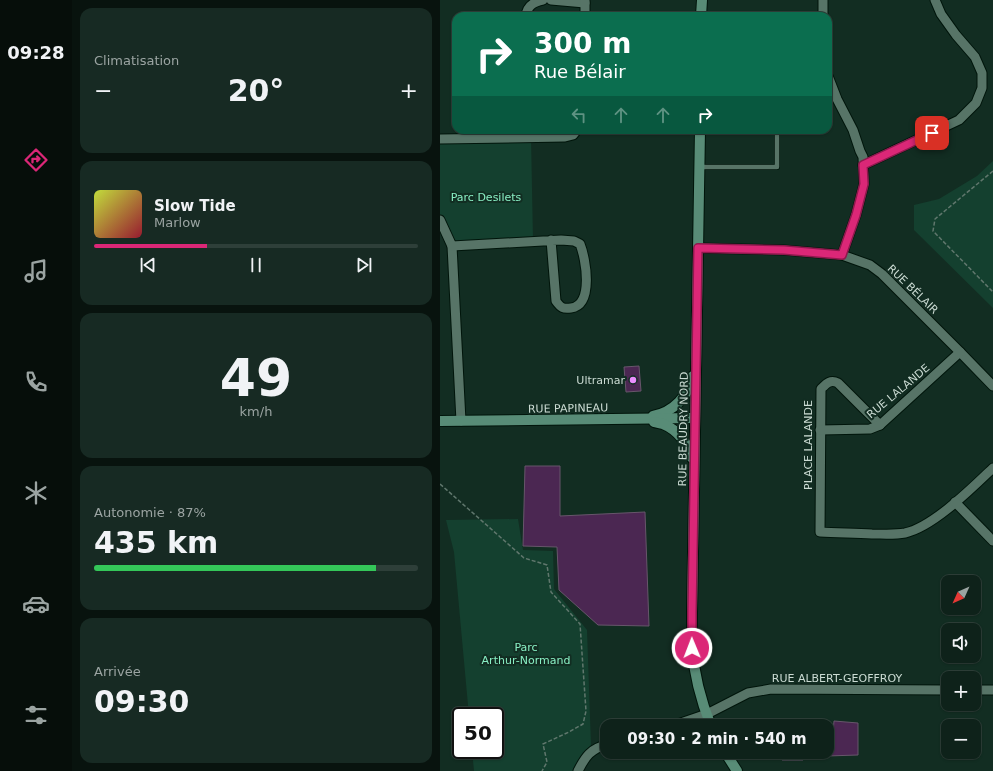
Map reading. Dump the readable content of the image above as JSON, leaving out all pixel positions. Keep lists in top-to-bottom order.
{
  "streets": {
    "main road": ["RUE PAPINEAU", "RUE BEAUDRY NORD"],
    "street": [
      "RUE BÉLAIR",
      "RUE LALANDE",
      "PLACE LALANDE",
      "RUE ALBERT-GEOFFROY"
    ]
  },
  "crossings": [
    ["RUE BÉLAIR", "RUE LALANDE"],
    ["RUE BÉLAIR", "RUE BEAUDRY NORD"],
    ["RUE LALANDE", "PLACE LALANDE"],
    ["RUE PAPINEAU", "RUE BEAUDRY NORD"],
    ["RUE BEAUDRY NORD", "RUE ALBERT-GEOFFROY"]
  ],
  "parks": ["Parc Desilets", "Parc Arthur-Normand"],
  "places": ["Ultramar"],
  "north": "bottom left",
  "page": {
    "tabs": "09:28",
    "tile": [
      "Climatisation",
      ["49", "km/h"],
      ["Autonomie · 87%", "435 km"],
      ["Arrivée", "09:30"]
    ],
    "turn": ["300 m", "Rue Bélair"],
    "heat": ["−", "20°", "+"],
    "song": ["Slow Tide", "Marlow"],
    "map_buttons": ["+", "−"],
    "limit": "50",
    "trip": "09:30 · 2 min · 540 m"
  }
}
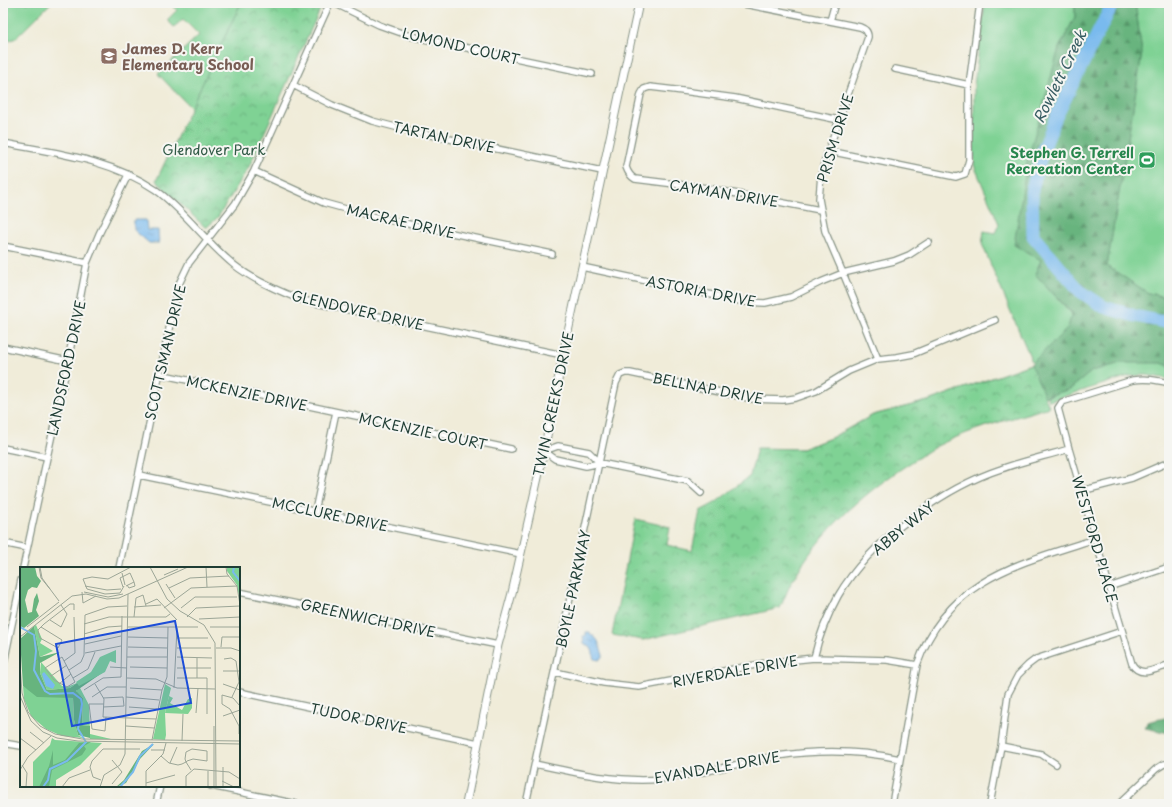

· · ·

§ ABOUT THIS EXERCISE:
The output is the data above, repeated exactly, with pictures omitted.

§ RESPONSE BOX:
Map reading. Dump the readable content of the image above as JSON, leaving out all pixel positions. Keep lists in top-to-bottom order.
{
  "streets": {
    "main road": ["RUE PAPINEAU", "RUE BEAUDRY NORD"],
    "street": [
      "RUE BÉLAIR",
      "RUE LALANDE",
      "PLACE LALANDE",
      "RUE ALBERT-GEOFFROY"
    ]
  },
  "crossings": [
    ["RUE BÉLAIR", "RUE LALANDE"],
    ["RUE BÉLAIR", "RUE BEAUDRY NORD"],
    ["RUE LALANDE", "PLACE LALANDE"],
    ["RUE PAPINEAU", "RUE BEAUDRY NORD"],
    ["RUE BEAUDRY NORD", "RUE ALBERT-GEOFFROY"]
  ],
  "parks": ["Parc Desilets", "Parc Arthur-Normand"],
  "places": ["Ultramar"],
  "north": "bottom left",
  "page": {
    "tabs": "09:28",
    "tile": [
      "Climatisation",
      ["49", "km/h"],
      ["Autonomie · 87%", "435 km"],
      ["Arrivée", "09:30"]
    ],
    "turn": ["300 m", "Rue Bélair"],
    "heat": ["−", "20°", "+"],
    "song": ["Slow Tide", "Marlow"],
    "map_buttons": ["+", "−"],
    "limit": "50",
    "trip": "09:30 · 2 min · 540 m"
  }
}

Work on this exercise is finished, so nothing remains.